Two Meetings and a Funeral [2017]

three-channel film, 88 minutes, 2017.

Marxist historian Vijay Prashad writes, in his book on third world liberation movements: The Third World was not a place, but a project. The Third World was a utopian forum where the global South hoped to reconfigure planetary leadership, ending Euro-American dominance. For documenta 14, Naeem Mohaiemen has constructed a three-channel film history of the last moments of this dream, up to its collapse that began in 1979.

Two Meetings and a Funeral premiered at documenta 14. In this new project, Mohaiemen shifts his focus to the unsteady alliance of Socialist-leaning state leaders, meditating on the lost moments, and mis-recognitions, at the crossroads of 1973–74. The Third World project failed not only because of external enemies, but also due to its tragic mistake of a 1970s pivot from socialism to Islamism as unifying ideology. 

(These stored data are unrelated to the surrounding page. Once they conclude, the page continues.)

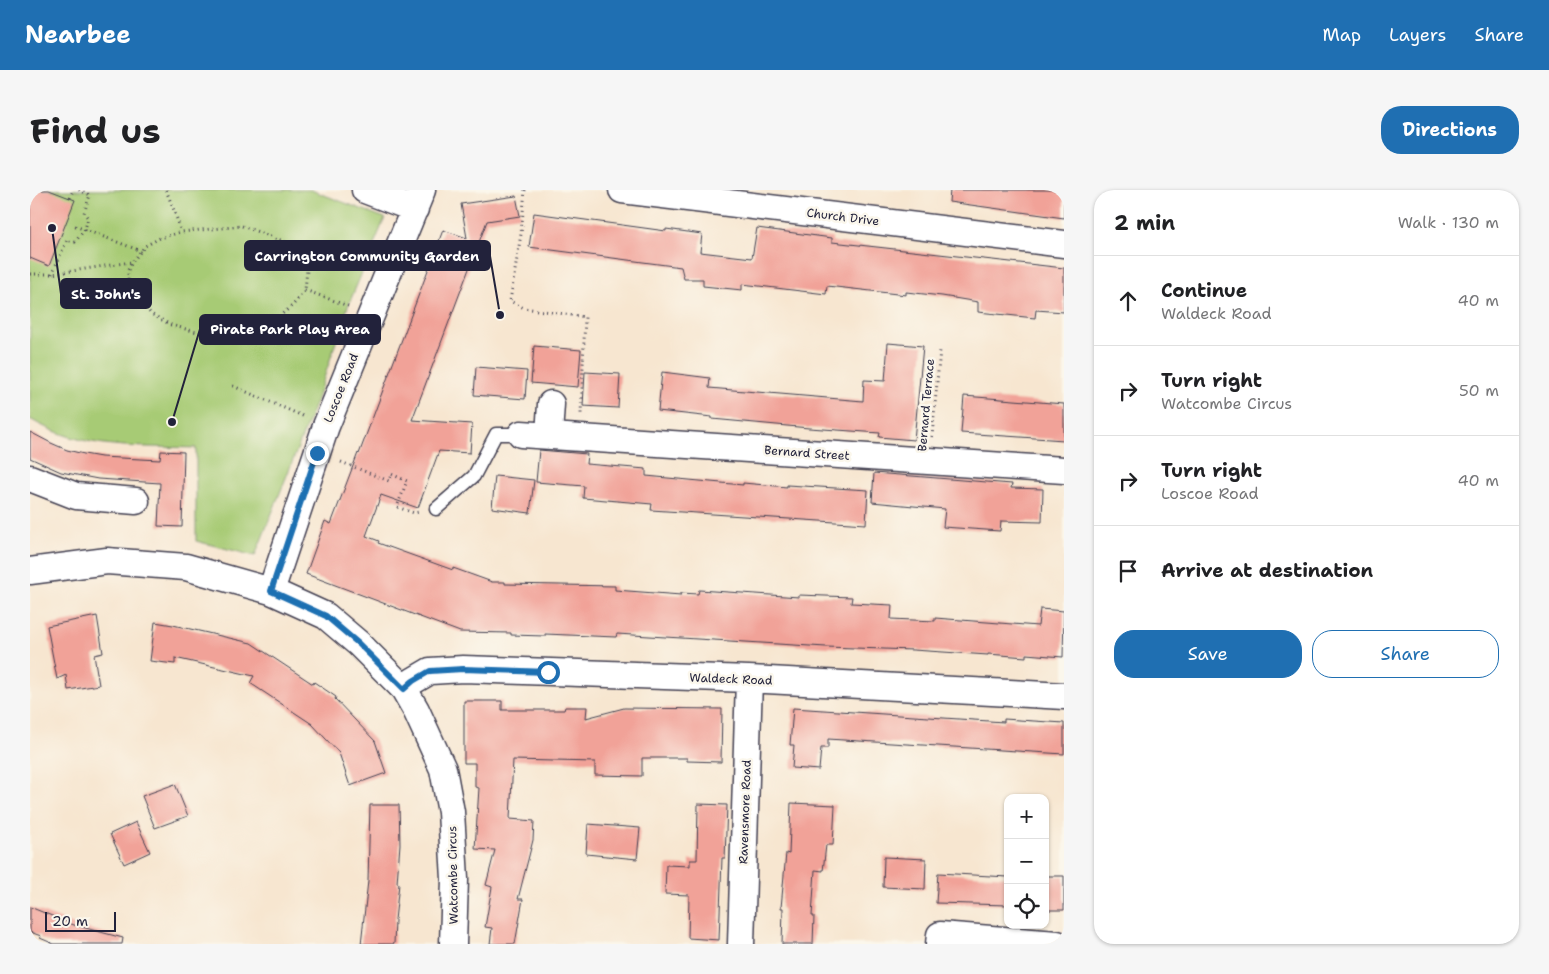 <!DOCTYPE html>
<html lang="en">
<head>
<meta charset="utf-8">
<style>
  body { margin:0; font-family:"Shantell Sans",sans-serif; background:#f6f6f6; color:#202124 }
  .controls { position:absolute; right:15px; bottom:15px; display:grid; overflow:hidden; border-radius:10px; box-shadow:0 1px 4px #0004 }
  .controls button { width:45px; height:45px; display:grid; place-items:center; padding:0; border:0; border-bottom:1px solid #e0e0e0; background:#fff; color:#202124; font:25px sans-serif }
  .scale { position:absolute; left:15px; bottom:12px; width:71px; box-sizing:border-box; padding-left:5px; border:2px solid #22223b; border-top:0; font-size:14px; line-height:18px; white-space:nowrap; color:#22223b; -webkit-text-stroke:4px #fbf7ec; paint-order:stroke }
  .stop { position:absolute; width:15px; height:15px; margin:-11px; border:4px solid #1f6fb2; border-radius:50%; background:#fff }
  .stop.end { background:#1f6fb2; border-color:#fff; box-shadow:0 1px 5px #0008 }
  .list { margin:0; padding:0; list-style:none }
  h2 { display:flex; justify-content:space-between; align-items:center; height:65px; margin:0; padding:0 20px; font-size:21px }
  h2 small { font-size:16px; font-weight:400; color:#757577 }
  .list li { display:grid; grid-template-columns:32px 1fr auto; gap:15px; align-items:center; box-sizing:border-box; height:90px; padding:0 20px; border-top:1px solid #e0e0e0 }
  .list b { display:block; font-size:19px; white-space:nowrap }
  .list p { margin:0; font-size:16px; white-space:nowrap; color:#757577 }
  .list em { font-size:16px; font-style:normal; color:#757577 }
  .actions { display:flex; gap:10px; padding:15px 20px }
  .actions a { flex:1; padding:11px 0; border:1px solid #1f6fb2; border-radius:20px; text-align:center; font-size:18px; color:#1f6fb2 }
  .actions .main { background:#1f6fb2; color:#fff }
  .icon { flex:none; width:28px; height:28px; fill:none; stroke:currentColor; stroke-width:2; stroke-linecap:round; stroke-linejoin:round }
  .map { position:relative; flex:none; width:1034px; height:754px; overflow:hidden; border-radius:20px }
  header { display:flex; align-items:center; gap:30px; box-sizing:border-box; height:70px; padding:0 25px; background:#1f6fb2; color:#fff }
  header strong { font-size:24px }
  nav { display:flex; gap:28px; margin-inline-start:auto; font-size:18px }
  .intro { display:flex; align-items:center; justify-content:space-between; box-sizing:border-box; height:120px; padding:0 30px }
  h1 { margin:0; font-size:35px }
  .button { padding:12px 22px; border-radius:20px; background:#1f6fb2; color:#fff; font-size:18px; font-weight:700 }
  main { display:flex; gap:30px; padding:0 30px }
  aside { flex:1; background:#fff; border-radius:20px; box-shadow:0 1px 4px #0004 }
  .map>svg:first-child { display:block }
  .green { fill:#a7cb75; stroke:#647658 }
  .building { fill:#f1a298 }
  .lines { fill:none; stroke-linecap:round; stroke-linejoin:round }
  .lane-casing { stroke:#423f51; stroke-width:15 }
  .street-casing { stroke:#423f51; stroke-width:29 }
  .path { stroke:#423f51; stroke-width:3; stroke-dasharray:1 4; stroke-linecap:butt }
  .lane { stroke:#fff; stroke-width:12 }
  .street { stroke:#fff; stroke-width:26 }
  .route { stroke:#1f6fb2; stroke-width:6 }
  .labels { text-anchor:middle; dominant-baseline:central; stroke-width:5; stroke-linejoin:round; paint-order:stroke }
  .street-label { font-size:12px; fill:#22223b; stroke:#fbf7ec }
  .leader { fill:none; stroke:#22223b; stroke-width:2 }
  .callout-dot { fill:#22223b; stroke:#fbf7ec; stroke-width:2 }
  .callout { fill:#22223b; stroke:#22223b; stroke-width:2 }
  .callout-label { font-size:14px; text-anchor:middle; font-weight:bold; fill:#fff }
</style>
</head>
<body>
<header>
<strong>Nearbee</strong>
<nav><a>Map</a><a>Layers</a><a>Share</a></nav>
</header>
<div class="intro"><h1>Find us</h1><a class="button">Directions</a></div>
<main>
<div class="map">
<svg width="1034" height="754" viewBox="0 0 1034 754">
  <rect width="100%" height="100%" fill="#fbf7ec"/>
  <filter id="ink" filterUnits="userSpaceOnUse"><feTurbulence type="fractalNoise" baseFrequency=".02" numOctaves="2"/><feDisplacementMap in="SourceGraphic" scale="10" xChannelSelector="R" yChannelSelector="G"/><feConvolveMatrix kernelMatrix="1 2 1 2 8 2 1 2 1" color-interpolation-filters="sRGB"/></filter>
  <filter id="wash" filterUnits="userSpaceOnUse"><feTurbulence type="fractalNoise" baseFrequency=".0096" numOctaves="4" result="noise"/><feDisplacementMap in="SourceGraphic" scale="20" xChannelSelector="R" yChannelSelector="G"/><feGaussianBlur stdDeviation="1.12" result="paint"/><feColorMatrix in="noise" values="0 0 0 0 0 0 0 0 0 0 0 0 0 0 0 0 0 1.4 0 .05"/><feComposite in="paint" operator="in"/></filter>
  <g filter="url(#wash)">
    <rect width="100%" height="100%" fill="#f7e6d0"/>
    <path class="green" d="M 0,0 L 281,0 L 355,28 L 318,116 L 286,212 L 225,366 L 166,351 L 166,258 C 107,256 53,261 0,229 Z"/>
    <g id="blocks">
      <path class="building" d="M 0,0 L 19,0 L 45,10 L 19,76 L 0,68 Z
        M 920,0 L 1034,0 L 1034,28 L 919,12 Z
        M 486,6 L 490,26 L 457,31 L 382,230 L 442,234 L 440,263 L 409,261 L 388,318 L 351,305 L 336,346 L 349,351 L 348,353 L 423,380 L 423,378 L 462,392 L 475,392 L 475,394 L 585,396 L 585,400 L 651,405 L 651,403 L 668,404 L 669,400 L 769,407 L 769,405 L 822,407 L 821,413 L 862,415 L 861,429 L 905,431 L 905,428 L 1008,436 L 1010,419 L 1034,421 L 1033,467 L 996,464 L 996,467 L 958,464 L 958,465 L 883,460 L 796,457 L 587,444 L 586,447 L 515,444 L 515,446 L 481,445 L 481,443 L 430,442 L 276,384 L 295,331 L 301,334 L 328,263 L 329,264 L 413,40 L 437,48 L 431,14 Z
        M 504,23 L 636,41 L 636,39 L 672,44 L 670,62 L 722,68 L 727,38 L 802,48 L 802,52 L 1034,78 L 1034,122 L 1006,120 L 1005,128 L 948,122 L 948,112 L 912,106 L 876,102 L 876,105 L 797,96 L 796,104 L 712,94 L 712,100 L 673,96 L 673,89 L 654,89 L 651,77 L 499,57 Z
        M 858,153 L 893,156 L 884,250 L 849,247 L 850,243 L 779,238 L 682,229 L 682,227 L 628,221 L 632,182 L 680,188 L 679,198 L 833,211 L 834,190 L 855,191 Z
        M 504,156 L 551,160 L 548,197 L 501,193 Z
        M 446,177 L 497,181 L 495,209 L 444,205 Z
        M 555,182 L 590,184 L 588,218 L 553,216 Z
        M 934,206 L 1034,214 L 1034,250 L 931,243 Z
        M 0,242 L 21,253 L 37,260 L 54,264 L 71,267 L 130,270 L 131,261 L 154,262 L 152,337 L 128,336 L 130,293 L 68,289 L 31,282 L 0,268 Z
        M 509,260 L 557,264 L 556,274 L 616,279 L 616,286 L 713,295 L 713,293 L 757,297 L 757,295 L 838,300 L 836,334 L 621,320 L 622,314 L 553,308 L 554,296 L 506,292 Z
        M 844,283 L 982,294 L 981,298 L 1013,299 L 1012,332 L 971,331 L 970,341 L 913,337 L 915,319 L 842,312 Z
        M 465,286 L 504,290 L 500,323 L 462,318 Z
        M 67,426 L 73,463 L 64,465 L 69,495 L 38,500 L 36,485 L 27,489 L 17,436 Z
        M 125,432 L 143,435 L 221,453 L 283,494 L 284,492 L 306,507 L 305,509 L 345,551 L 356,583 L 320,596 L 309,563 L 282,534 L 220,493 L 224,486 L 145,468 L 145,474 L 120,471 Z
        M 434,511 L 472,511 L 472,520 L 534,520 L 535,517 L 557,517 L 556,528 L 594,518 L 692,519 L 691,572 L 657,571 L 657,568 L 612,568 L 612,586 L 565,585 L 565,572 L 483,570 L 480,629 L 504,631 L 503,650 L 488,709 L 493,709 L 485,754 L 460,754 L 462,738 L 455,737 L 462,697 L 456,695 L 465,660 L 445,659 L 449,598 L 445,597 L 445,573 L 434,573 Z
        M 763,518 L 974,532 L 974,529 L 1034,533 L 1034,564 L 798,549 L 798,558 L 791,558 L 789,580 L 762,578 L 764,555 L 760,555 Z
        M 145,594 L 158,626 L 125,638 L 112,606 Z
        M 761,613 L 805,615 L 803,655 L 796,655 L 793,681 L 785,680 L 782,726 L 784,726 L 783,754 L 752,754 L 753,718 L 751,718 L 756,663 L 759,664 Z
        M 668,614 L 697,615 L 695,668 L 692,668 L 689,750 L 658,748 L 659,705 L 635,704 L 636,675 L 660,676 L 660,670 L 667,670 Z
        M 340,615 L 369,615 L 370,654 L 367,693 L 369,694 L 365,730 L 364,754 L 331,754 L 338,691 Z
        M 106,632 L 120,662 L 94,674 L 80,644 Z
        M 558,634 L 610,638 L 607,669 L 556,664 Z
        M 854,667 L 896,669 L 895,699 L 853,697 Z
        M 908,683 L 978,687 L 978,715 L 906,713 Z
        M 1015,686 L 1034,686 L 1034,720 L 1015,720 Z
        M 0,717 L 44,735 L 93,748 L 92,754 L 24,754 L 10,748 L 11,746 L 0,742 Z"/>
    </g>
  </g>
  <g filter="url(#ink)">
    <use href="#blocks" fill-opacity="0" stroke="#423f51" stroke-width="1"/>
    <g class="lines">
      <g class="lane-casing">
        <path id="lane" d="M 406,319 L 444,286 L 466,244 L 491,244"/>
      </g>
      <g class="street-casing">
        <path id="street" d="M 335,0 L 385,19
          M 592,0 L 1034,54
          M 491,244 L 1034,280
          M 519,245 L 521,214
          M 0,288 L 46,306 L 106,311
          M 0,381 L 77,371 L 156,377 L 241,401 L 296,426 L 329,454 L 374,499 L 386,520 L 413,579 L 421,622 L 425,689 L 423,754
          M 241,401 L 296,236 L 392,0
          M 374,499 L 383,491 L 400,481 L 433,479 L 719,489 L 1034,506
          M 711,754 L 719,489
          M 909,754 L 910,745 L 1027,754"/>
      </g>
      <path class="path" d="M 136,0 L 145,23 L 151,42
        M 495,0 L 491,44 L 480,111 L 494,118 L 555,127 L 551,224
        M 40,8 L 43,0
        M 45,36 L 111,61
        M 212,36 L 253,51 L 271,63 L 277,80 L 275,100 L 263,115 L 246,129 L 228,141 L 196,147 L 174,144 L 141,135 L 121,124 L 108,109 L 98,93 L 98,80 L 102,72 L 115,56 L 130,48 L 151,42 Z
        M 0,84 L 22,84 L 101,72
        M 22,84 L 37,50 L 45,52 L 55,39 L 58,28 L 54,23 L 60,5 L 49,0
        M 275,100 L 318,116
        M 203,196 L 275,227
        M 902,247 L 910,160
        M 311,272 L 359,291 L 361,284 L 377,291 L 367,317 L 384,323 L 389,322"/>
      <use href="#lane" class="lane"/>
      <use href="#street" class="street"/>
    </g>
  </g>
  <g class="lines" filter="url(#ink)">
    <path class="route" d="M 287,263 L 241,401 L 296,426 L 329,454 L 374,499 L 383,491 L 400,481 L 433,479 L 518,482"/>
  </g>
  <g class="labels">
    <g class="street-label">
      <text transform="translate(813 27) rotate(7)">Church Drive</text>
      <text transform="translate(311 198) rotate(-68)">Loscoe Road</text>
      <text transform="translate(896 215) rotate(-85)">Bernard Terrace</text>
      <text transform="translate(777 263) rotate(4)">Bernard Street</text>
      <text transform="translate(701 489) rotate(2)">Waldeck Road</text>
      <text transform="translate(715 622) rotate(-88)">Ravensmore Road</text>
      <text transform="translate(423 685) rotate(-91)">Watcombe Circus</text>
    </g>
  </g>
  <path class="leader" d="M470 125L460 66M22 38L31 104M142 232L170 139"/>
  <g class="callout-dot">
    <circle cx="470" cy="125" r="5"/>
    <circle cx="22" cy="38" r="5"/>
    <circle cx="142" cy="232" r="5"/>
  </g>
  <g class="callout">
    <rect x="215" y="51" width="245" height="29" rx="5"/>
    <rect x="31" y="89" width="90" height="29" rx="5"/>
    <rect x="170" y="125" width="180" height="29" rx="5"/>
  </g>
  <g class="callout-label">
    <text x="337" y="71">Carrington Community Garden</text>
    <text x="76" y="109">St. John's</text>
    <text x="260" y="144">Pirate Park Play Area</text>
  </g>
</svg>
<div class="controls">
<button>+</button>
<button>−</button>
<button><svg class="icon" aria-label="locate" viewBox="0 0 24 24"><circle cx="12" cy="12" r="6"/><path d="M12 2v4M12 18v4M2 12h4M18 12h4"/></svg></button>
</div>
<div class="scale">20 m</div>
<div class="stop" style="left:518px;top:482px"></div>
<div class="stop end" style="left:287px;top:263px"></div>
</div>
<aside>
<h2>2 min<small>Walk · 130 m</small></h2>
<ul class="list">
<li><svg class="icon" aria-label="ahead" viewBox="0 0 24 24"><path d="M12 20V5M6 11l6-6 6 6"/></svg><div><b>Continue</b><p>Waldeck Road</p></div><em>40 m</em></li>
<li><svg class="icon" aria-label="right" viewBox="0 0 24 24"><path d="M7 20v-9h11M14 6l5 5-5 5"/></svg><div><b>Turn right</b><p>Watcombe Circus</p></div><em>50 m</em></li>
<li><svg class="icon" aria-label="right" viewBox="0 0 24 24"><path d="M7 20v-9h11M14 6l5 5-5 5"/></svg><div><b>Turn right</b><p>Loscoe Road</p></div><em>40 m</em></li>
<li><svg class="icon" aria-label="arrive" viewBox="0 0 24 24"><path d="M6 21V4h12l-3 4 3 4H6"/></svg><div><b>Arrive at destination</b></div></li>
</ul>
<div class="actions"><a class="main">Save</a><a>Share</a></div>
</aside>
</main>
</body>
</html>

Traveling through the residue of “gigantism” in transnational architecture (Niemeyer, Moretti, Le Corbusier) in Algiers, Dhaka, and New York, and in conversation with Vijay Prashad, Samia Zennadi, Atef Berredjem, Amirul Islam, and Zonayed Saki, the film explores the tension between the Nonaligned Movement (NAM) and Organization for Islamic Cooperation (OIC). It proposes, after Prashad’s Darker Nations, that the utopian hope of the Third World liberation project failed not only because of external enemies, but also the fatal mistake of a 1970s pivot from Socialism to Islamism as unifying ideology. At documenta 14 in Kassel, Two Meetings and a Funeral considers the lost moments and misrecognitions at the crossroads of 1973–74.